PERÚ COM LIMA



Peru com Lima[1]

Noelio D. Spinola[2]

Estamos em Lima, Peru.

É final de julho e faz frio. Para nordestinos e ainda por cima baianos habituados ao cuscuz climático nativo, que é uma temperatura de 29° com umidade de 90%, aqui os 18° com a mesma umidade baiana, dói nos ossos. E como doem os ossos de velhos. Sofridamente estamos, pois, na idade do com dor, que também (o Condor) é um dito cujo alado, um urubu pernóstico, [3] que é a ave de estimação dos povos andinos, entre estes os peruanos.

E por falar em aves, ficávamos pensando por que deste topônimo para o País. Será que foi humor negro do Pizarro, um aventureiro espanhol que além de matar os nativos incas saqueou todo o ouro disponível à época para ser gasto perdulariamente pelos piedosos hermanos da metrópole? Ou seria porque aqui encontraram muitas dessas aves que os falantes portugueses devoram no Natal e os "gringos" norte-americanos no dia em que fazem a sua "ação de graças" por serem cercados de tantos otários nas latitudes do Sul? Afinal os peruanos, ao que nos consta, apesar de terem sido depenados ao longo da sua história, não são aves e o peru aqui não existia quando da invasão espanhola. A ave é nativa do México, e foram os astecas os primeiros a domesticá-la, denominando-a "simpaticamente" de guajolote. Os espanhóis batizaram-na de pavo e assim ficou conhecida em todas as suas colônias.[4] Segundo pescamos no Yahoo o nome "Peru" tem origem controversa: há quem diga que vem de um rio chamado Pelú, descoberto por Vasco Núñez de Balboa. Na língua quíchua, a palavra peru significa "terra de riquezas e esperanças". Outra versão aponta uma adaptação do nome de um importante cacique inca - Birú.

Assim sendo fica-se definitivamente sabendo que no Peru (país) é que ela, a ave, não existia, nos princípios da colonização, e que os peruanos ficam pasmos e muito indignados quando dizemos que no Brasil gostamos muito de comer peru.

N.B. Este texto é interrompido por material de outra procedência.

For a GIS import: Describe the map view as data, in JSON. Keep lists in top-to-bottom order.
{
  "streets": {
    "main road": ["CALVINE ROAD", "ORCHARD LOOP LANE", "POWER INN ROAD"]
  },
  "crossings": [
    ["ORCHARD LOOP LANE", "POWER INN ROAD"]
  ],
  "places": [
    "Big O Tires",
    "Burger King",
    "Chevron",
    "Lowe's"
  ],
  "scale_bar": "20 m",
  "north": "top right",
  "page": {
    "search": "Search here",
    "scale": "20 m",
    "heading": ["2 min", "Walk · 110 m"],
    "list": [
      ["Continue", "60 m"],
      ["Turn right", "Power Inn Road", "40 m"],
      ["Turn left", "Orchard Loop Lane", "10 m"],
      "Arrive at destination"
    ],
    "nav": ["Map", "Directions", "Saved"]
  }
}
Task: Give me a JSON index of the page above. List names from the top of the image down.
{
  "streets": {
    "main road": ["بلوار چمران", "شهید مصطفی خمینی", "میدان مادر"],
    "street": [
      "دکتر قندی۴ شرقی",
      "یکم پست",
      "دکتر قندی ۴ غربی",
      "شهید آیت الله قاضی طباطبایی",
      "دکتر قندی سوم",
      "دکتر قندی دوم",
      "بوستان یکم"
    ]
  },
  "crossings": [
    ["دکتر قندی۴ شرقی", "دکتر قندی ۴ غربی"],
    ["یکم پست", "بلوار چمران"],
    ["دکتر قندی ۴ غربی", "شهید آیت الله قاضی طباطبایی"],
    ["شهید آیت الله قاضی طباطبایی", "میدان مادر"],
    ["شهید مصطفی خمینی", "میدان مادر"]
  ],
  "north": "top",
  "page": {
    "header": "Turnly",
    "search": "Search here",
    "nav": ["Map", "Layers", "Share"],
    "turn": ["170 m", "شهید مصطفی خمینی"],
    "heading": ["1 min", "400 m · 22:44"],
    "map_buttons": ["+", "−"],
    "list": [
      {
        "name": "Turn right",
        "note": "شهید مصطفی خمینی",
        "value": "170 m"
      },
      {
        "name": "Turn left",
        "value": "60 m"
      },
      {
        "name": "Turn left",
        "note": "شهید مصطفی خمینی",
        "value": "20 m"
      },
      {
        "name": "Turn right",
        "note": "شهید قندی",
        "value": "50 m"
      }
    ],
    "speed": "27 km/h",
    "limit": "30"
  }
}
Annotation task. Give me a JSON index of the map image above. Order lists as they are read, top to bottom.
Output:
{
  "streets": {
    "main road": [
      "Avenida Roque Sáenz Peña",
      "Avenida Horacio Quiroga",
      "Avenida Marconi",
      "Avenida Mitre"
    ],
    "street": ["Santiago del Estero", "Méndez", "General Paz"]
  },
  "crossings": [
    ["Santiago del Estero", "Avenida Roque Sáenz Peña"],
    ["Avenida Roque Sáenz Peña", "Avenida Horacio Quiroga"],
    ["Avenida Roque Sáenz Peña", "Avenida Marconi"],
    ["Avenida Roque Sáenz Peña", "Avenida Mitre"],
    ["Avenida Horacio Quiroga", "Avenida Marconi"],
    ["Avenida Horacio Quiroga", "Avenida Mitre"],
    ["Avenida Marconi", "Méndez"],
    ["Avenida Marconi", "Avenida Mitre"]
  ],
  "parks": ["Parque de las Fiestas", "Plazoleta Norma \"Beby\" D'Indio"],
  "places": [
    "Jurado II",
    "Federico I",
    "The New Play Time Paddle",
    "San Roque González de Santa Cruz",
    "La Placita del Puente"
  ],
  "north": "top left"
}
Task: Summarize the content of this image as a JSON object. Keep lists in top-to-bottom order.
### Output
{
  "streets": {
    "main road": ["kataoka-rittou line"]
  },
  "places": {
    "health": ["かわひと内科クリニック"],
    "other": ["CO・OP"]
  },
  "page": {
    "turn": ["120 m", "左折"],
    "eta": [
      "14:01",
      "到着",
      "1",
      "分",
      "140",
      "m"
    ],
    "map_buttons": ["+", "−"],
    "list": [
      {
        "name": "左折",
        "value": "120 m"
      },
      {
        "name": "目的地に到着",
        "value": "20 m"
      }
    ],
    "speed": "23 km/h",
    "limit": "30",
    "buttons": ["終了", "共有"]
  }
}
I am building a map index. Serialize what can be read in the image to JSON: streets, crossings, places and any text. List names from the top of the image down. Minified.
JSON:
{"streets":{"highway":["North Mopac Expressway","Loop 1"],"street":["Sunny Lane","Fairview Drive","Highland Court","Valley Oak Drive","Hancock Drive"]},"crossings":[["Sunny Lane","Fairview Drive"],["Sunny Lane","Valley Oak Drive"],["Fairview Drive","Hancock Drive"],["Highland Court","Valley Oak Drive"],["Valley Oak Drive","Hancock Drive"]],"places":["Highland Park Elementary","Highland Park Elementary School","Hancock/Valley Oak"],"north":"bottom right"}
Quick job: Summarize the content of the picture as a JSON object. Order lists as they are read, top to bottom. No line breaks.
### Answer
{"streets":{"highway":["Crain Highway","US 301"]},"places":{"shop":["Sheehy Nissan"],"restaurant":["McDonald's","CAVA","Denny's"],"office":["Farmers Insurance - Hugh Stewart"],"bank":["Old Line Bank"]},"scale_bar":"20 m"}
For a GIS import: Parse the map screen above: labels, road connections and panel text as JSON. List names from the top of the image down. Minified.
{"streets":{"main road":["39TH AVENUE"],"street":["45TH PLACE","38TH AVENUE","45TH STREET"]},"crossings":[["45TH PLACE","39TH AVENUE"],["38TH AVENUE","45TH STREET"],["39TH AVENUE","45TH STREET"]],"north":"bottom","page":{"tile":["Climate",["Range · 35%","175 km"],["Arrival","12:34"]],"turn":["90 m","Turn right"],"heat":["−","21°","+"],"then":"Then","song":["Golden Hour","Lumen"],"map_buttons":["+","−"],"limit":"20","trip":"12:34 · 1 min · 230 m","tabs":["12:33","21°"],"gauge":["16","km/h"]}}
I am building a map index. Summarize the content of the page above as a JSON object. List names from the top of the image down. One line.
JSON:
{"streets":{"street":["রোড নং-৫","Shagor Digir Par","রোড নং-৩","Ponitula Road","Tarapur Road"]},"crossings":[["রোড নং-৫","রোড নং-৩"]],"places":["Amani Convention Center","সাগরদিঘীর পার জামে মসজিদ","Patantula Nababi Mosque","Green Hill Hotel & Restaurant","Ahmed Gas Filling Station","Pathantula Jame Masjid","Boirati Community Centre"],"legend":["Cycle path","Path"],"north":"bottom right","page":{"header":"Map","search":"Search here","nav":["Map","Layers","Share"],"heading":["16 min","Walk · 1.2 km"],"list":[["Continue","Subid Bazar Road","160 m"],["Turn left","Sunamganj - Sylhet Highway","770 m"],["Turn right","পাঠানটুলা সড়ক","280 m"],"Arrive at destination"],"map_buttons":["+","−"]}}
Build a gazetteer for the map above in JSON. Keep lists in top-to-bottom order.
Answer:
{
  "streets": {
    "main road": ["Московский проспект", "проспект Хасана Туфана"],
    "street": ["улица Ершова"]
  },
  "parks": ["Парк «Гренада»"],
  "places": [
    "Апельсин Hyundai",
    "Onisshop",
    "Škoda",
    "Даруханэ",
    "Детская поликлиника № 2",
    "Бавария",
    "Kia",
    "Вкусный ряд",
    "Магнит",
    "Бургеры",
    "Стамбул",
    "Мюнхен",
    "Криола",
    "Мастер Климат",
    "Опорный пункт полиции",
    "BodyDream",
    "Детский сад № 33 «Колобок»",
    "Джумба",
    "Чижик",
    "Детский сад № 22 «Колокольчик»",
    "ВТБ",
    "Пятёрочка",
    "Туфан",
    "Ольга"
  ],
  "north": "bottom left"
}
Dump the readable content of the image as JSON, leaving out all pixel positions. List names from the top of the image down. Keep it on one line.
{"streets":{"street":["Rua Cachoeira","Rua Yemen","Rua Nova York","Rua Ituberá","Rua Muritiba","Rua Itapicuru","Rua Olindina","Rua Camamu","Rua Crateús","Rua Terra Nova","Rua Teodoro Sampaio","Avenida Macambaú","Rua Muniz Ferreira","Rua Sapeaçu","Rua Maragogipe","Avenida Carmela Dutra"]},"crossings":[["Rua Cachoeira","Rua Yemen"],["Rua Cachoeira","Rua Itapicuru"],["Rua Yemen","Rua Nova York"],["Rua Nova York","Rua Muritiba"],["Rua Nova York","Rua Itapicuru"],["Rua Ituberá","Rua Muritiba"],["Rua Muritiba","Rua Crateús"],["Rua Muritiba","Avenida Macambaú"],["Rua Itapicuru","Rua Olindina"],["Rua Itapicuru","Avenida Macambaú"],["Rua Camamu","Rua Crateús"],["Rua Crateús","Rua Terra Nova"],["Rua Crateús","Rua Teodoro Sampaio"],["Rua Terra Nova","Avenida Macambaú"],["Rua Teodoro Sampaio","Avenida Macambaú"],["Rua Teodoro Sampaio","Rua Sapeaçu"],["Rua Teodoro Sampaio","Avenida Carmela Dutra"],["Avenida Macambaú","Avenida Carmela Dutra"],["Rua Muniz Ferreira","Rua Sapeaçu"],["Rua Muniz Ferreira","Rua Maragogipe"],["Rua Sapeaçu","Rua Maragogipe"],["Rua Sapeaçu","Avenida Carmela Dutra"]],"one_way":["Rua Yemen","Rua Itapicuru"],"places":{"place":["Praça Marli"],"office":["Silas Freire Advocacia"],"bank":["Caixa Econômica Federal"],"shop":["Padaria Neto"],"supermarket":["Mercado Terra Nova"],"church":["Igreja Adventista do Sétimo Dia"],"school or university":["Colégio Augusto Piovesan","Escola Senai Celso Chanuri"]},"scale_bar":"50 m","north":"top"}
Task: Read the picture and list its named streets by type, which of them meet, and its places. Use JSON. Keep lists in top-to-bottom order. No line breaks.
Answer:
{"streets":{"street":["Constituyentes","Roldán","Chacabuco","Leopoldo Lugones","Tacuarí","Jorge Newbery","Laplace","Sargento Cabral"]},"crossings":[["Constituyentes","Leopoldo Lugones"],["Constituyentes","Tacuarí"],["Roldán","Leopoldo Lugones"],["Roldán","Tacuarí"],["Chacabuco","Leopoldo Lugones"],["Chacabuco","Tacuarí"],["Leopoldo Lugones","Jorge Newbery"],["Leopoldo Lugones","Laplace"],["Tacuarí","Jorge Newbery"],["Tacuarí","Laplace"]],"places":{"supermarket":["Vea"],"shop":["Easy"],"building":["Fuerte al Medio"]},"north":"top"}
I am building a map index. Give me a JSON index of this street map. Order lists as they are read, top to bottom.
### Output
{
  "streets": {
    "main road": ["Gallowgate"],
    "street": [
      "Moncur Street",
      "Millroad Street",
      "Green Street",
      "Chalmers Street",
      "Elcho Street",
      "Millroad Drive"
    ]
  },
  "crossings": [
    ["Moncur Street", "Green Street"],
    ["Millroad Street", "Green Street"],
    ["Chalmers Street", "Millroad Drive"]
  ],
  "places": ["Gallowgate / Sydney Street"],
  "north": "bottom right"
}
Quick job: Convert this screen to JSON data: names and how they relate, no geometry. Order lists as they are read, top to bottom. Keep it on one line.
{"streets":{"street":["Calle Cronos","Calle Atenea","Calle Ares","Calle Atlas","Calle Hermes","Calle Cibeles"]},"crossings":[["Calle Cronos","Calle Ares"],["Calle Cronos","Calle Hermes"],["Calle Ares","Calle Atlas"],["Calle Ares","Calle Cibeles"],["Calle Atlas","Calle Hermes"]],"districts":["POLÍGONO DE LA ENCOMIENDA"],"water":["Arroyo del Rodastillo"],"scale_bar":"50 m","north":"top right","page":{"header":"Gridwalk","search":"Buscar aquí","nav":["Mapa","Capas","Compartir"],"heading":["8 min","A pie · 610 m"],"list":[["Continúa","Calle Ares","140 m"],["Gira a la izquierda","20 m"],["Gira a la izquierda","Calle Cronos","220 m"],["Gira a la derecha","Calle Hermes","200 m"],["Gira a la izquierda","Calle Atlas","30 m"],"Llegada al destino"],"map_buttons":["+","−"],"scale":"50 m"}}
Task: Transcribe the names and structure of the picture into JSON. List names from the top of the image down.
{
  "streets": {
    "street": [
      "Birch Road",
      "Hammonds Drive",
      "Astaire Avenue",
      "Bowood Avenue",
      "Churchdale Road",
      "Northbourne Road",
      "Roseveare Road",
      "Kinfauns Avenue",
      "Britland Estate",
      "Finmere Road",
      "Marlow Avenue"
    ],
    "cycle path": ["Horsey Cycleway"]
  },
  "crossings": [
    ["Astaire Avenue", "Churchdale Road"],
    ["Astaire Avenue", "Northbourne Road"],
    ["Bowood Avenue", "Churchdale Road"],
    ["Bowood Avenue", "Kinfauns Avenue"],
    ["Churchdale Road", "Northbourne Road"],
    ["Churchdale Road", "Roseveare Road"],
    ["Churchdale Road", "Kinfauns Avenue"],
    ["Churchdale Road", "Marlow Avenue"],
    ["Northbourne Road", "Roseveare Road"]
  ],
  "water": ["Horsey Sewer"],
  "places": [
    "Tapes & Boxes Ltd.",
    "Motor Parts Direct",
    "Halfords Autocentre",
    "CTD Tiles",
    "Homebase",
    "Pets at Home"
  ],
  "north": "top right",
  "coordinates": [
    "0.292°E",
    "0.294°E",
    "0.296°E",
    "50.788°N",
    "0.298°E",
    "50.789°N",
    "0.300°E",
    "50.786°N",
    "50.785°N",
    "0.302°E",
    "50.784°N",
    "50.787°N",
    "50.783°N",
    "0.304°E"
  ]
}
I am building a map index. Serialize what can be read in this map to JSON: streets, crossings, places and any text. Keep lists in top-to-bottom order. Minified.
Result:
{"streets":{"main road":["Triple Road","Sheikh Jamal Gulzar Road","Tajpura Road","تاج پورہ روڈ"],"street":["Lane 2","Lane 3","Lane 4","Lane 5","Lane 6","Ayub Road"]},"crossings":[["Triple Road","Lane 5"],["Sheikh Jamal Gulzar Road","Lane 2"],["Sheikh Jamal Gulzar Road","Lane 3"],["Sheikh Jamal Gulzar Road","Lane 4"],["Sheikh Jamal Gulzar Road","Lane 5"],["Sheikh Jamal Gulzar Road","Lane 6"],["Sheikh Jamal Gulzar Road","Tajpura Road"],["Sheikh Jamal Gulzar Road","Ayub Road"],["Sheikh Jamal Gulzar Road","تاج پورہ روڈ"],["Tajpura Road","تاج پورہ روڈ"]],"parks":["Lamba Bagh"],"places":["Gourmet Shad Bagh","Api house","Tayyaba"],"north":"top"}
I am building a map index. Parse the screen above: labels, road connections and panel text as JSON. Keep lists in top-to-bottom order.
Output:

Quanto à capital, Lima, também nada tem a ver com o famoso fruto asiático da família das rutáceas, tão bem aclimatado no Brasil. A cidade foi fundada pelo precitado Pizarro (Francisco) em 1535 como Ciudad de los Reyes. Constituiu um caso exemplar da sobrevivência do topônimo nativo que vem provavelmente do idioma aimará (lima-limaq, ou flor amarela) ou do quíchua, como corruptela do nome do seu rio, o Rimac.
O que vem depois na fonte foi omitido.